Der Bundesminister der Finanzen sieht sich genötigt, hier ganz trocken und nüchtern auf eine sehr schwierige Frage, auf eine verfassungsrechtliche Frage zu sprechen zu kommen. Der Bundesminister der Finanzen und jeder Föderalist, der den Föderalismus des Grundgesetzes anerkennt, muß zunächst einmal darauf verweisen. daß die Unterstützung steuerschwacher Länder in Art. 106 des Grundgesetzes, und zwar, wie ich annehme, erschöpfend, geregelt ist. Es stünde mit unserer Verfassung nicht im Einklang, und ich glaube auch, daß es praktisch gar nicht durchführbar wäre, wenn der Bund aus Bundesmitteln, aus Mitteln des Haushalts, steuerschwache Länder finanzieren und ihnen die Mittel zur Verfügung stellen wollte. Dieser Weg müßte in seiner Auswirkung gegen den föderalistischen Gedanken sprechen, wäre aber auch finanztechnisch wohl überhaupt nicht gangbar. Es wird die Regelung — und das will an sich auch der Gesetzentwurf — gewählt werden müssen, in einem solchen Fall nur nach den Bestimmungen des Art. 106 Abs. 3 oder auch Abs. 4, der in dem Entwurf allerdings nicht erwähnt ist, zu verfahren.

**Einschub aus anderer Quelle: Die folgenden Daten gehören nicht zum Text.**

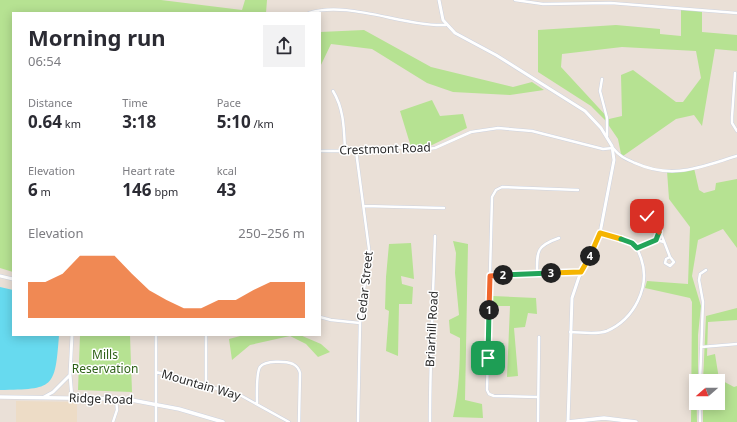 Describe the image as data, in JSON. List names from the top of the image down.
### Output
{
  "streets": {
    "main road": ["Ridge Road"],
    "street": [
      "Crestmont Road",
      "Cedar Street",
      "Briarhill Road",
      "Mountain Way"
    ]
  },
  "crossings": [
    ["Crestmont Road", "Cedar Street"]
  ],
  "parks": ["Mills Reservation"],
  "north": "left",
  "page": {
    "heading": ["Morning run", "06:54"],
    "stats": [
      ["Distance", "0.64 km"],
      ["Time", "3:18"],
      ["Pace", "5:10 /km"],
      ["Elevation", "6 m"],
      ["Heart rate", "146 bpm"],
      ["kcal", "43"]
    ],
    "chart": ["Elevation", "250–256 m"],
    "pins": [
      "4",
      "3",
      "2",
      "1"
    ]
  }
}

Ich glaube aber mit dem Herrn Vorredner einer Meinung zu sein, wenn ich erkläre: Ich übernehme seine Anregung, zu prüfen, ob nicht ein interner Finanzausgleich unter benachbarten Ländern möglich ist, wenn zwischen diesen benachbarten Ländern wirtschaftliche Zusammenhänge bestehen. die vielleicht zu der besonderen Notlage des einen Landes führen, also zu prüfen, ob bei der Handhabung des Art. 106 Abs. 4 solche wirtschaftlichen Zusammenhänge in einem regionalen Finanzausgleich berücksichtigt werden können. Wir würden dann. glaube ich, einen gesunden Weg gehen, indem der horizontale Finanzausgleich des Bundes verstärkt werden könnte durch regionale Gesichtspunkte.
die unter benachbarten Ländern statthaben.
Ich darf infolgedessen zu dem Gesetzentwurf nur die eine Bemerkung machen: Wenn in § 2 des Entwurfs eine Kann-Bestimmung gewählt ist — „Zur Deckung dieses Zuschusses kann der Bund gemäß Artikel 106 Absatz 3 ... die Länder in Anspruch nehmen" —, so ist nach meinem Dafürhalten dies nicht als Kann-Bestimmung aufzufassen, sondern es ist eine Muß-Bestimmung insofern, als die Mittel nach meiner Überzeugung n u r auf dem Wege des Art. 106 gewonnen werden können.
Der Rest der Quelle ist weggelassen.